Friday, 11 October 2013

The Phantom Of The Opera (1962)

A version of the classic Gaston Leroux tale that never seems to receive much love from fans, Hammer take on The Phantom Of The Opera and provide horror fans with a delightful interpretation of the famous story.

Herbert Lom, obviously masked for most of the runtime, plays the Phantom this time around. Eschewing the doomed romance at the heart of the classic tale, the Phantom till ends up after a young singer named Christine (Heather Sears) to make her into an unforgettable star of the stage. Christine, for her part, seems nice enough. When she's not being uncomfortably chatted up by Lord Ambrose D'Arcy (Michael Gough) she is developing a relationship with the handsome Harry Hunter (Edward de Souza). But the Phantom has a habit of reminding people that he's around.

Directed by Terence Fisher, The Phantom Of The Opera is as lavish and baroque as you'd expect, at times. The main opera being performed is all about the life of Joan Of Arc and the sets and design are both wonderfully theatrical and also nicely settled within a typical Hammer budget. In fact, there are only a few sets used in the movie, or it at least seems that way, but each one is so carefully put together and made into such a nice showpiece that the relatively small scale of the production is covered up, and even turned into an asset.

The script by Anthony Hinds takes the classic tale and adds some nice twists to it, making it fresh while never betraying the essence of the material. This has never been my favourite of the beloved horror classics and, personally, I enjoyed the changes that were made. Perhaps the fact that this is overlooked so often tells me hat other Phantom fans didn't like the changes as much as I did.

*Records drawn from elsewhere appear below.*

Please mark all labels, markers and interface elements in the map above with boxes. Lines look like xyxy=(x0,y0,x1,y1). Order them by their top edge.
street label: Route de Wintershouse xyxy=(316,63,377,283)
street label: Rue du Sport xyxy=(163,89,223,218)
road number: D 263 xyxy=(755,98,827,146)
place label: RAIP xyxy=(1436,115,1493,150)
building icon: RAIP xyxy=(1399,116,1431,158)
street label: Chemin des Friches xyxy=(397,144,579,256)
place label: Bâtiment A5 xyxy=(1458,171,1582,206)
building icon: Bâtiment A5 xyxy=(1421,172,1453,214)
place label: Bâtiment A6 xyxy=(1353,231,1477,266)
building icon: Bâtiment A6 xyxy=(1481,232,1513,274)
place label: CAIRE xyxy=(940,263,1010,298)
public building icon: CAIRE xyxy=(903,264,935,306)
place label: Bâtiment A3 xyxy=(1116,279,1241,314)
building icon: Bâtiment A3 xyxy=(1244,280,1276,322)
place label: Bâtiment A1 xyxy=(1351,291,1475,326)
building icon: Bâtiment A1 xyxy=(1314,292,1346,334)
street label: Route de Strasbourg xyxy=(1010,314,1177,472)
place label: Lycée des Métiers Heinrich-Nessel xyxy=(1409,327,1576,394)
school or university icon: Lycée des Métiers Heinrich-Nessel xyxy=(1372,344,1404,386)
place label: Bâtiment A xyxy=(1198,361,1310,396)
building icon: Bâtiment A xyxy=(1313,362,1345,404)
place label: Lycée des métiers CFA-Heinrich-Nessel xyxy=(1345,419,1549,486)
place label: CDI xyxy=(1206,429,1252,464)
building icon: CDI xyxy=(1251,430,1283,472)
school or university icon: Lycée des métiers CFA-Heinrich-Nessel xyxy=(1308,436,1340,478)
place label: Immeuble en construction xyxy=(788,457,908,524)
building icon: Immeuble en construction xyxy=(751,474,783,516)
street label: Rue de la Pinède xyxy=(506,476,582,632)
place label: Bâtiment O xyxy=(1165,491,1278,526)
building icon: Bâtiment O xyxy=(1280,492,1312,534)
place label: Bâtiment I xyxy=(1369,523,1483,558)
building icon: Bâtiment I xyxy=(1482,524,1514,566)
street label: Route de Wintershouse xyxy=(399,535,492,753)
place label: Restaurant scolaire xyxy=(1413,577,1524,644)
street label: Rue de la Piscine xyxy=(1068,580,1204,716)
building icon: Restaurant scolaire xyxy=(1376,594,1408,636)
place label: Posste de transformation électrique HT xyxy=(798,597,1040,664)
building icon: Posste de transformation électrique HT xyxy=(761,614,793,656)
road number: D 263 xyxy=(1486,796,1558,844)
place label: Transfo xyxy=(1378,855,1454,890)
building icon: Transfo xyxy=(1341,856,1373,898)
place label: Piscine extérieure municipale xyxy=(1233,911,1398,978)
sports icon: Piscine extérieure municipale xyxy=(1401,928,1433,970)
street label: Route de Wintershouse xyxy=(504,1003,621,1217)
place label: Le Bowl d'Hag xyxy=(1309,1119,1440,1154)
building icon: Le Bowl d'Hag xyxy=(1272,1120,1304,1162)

Sears is fine in the role of Christine, and de Souza is an okay leading man, but this movie belongs to two men, Lom and Gough. The former gives a great physical performance, and also does sterling work in a pre-Phantom flashback sequence that reveals the backstory of the character and the cause of his rage, while the latter has so much fun being nasty to everyone around him that this ends up being one of his best roles. Michael Ripper has a VERY small role (billed, I believe, as Cabbie #1) and Patrick Troughton steals his main scene, playing a callous and carefree ratcatcher.

Give this one a go sometime, especially if you've forgotten about it while catching other interpretations of the story. You might just end up liking it as much as I did.